他にも、プリリジー(ダポキセチン)で効果が得られなかった早漏症にユリーフが効果があったとする報告などもございます。
ユリーフ(シロドシン)は尿道および膀胱三角部のα1受容体を遮断し、
射精反射
のうち、脊髄射精反射を抑制いたします。
これにって、早漏改善効果を示します。
「フリバス」。(旭化成ファーマ株式会社)
フリバスもユリーフ同様で、α遮断薬に属する前立腺肥大症治療薬です。成分はナフトピジルNaftopidil。
ユリーフとの違いは、α1D選択性が高く、選択的α1D遮断薬と言えます(ユリーフはα1A選択)。
基本的には、ユリーフとフリバスは、同様の薬剤ですが、フリバスがα1D選択性が高いため、ユリーフと使い分ける場合があります。
ユリーフが排尿障害中心に症状を改善するのに対し、フリバスは、膀胱過敏性が認められる患者に処方いたします。
もう少し具体的に言うと、急に尿意を催す場合や夜間の頻尿が多い場合などです。
副作用等もほぼ同様です。
フリバスでも副作用として射精障害を認めることがございますが、その頻度は、ユリーフの1/10以下との報告もあります。
ED治療薬との併用は可能ですが、やはり副作用の起立性低血圧の注意が必要です。
フリバスは、半減期が長いため、1日1回の服用でよく、1回25mgから、症状に応じ75mgまで増量可能です。
口腔内崩壊錠であるフリバスODも市販されております。
ジェネリック医薬品は、2012年8月現在、市販されておりません。
「ハルナール」。
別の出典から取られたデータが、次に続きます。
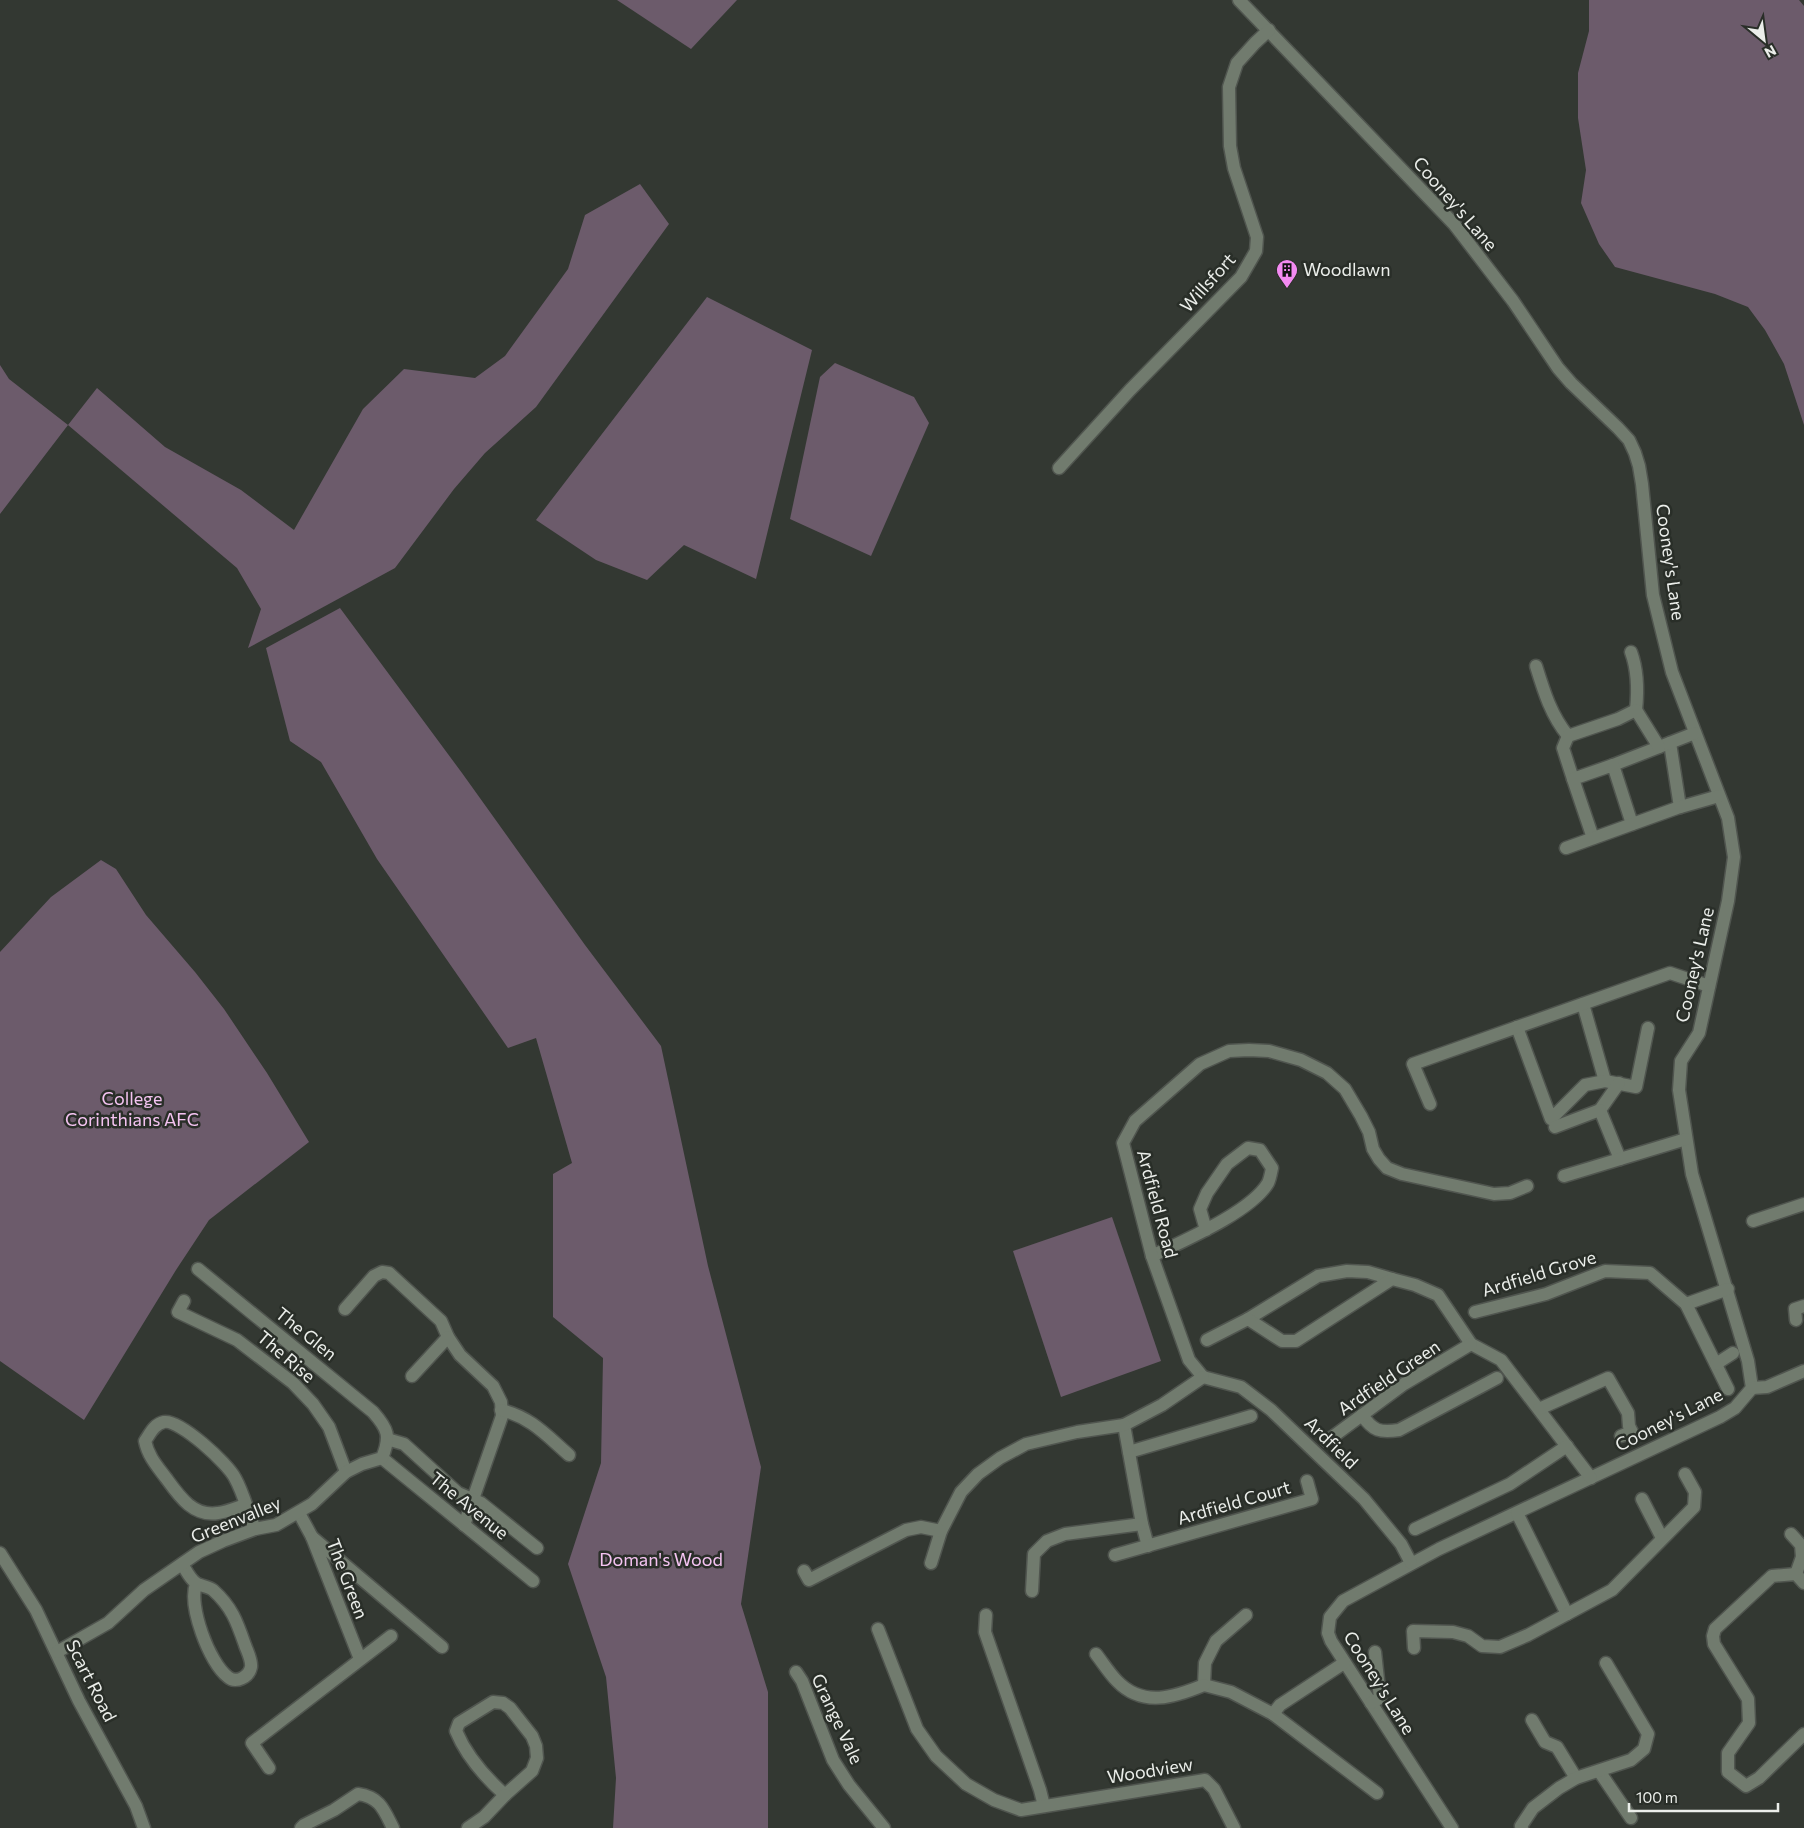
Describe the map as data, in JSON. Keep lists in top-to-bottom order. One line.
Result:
{"streets":{"street":["Cooney's Lane","Willsfort","Ardfield Road","Ardfield Grove","The Glen","The Rise","Ardfield Green","Ardfield","Ardfield Court","The Avenue","Greenvalley","The Green","Scart Road","Grange Vale","Woodview"]},"crossings":[["Cooney's Lane","Willsfort"],["Cooney's Lane","Ardfield"],["Ardfield Road","Ardfield"],["The Rise","Greenvalley"],["The Avenue","Greenvalley"],["Greenvalley","The Green"],["Greenvalley","Scart Road"]],"parks":["College Corinthians AFC","Doman's Wood"],"places":{"building":["Woodlawn"]},"scale_bar":"100 m","north":"bottom right"}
(アステラス製薬)
ハルナールは、ユリーフ、フリバス同様で、α遮断薬に属する前立腺肥大症治療薬です。成分はタムスロシンTamusulosinです。
ユリーフ、フリバスの中間的な薬剤と考えてください。これら3剤で最も早く市販されており、効果も良好なため、定番中の定番薬です。
α1Aとα1Dともに作用いたします。
ED薬との併用も可能ですが、やはり、前2者と同様に、副作用の起立性低血圧、立ちくらみに注意が必要です。
半減期が長いため、ユリーフが1日2回の服用が必要なのに対し、ハルナールは、1日1回の服用となっています。
口腔内崩壊錠であるハルナールDも市販されております。
適応外となりますが、ハルナールは、神経因性膀胱や、尿管結石排出促進に用いられることもあります。
副作用は、ユリーフ、フリバスと同様です。
射精障害の副作用報告は、フリバス同様低率です。
現在、多数のジェネリック医薬品が市販されています。
ウロスロール、塩酸タムスロシン、タムスロシン塩酸塩、タムスロン、ハラナシン、ハルスロー、ハルタム、パルナック、ハルリーブ、ハロネロール、リストリーム等です。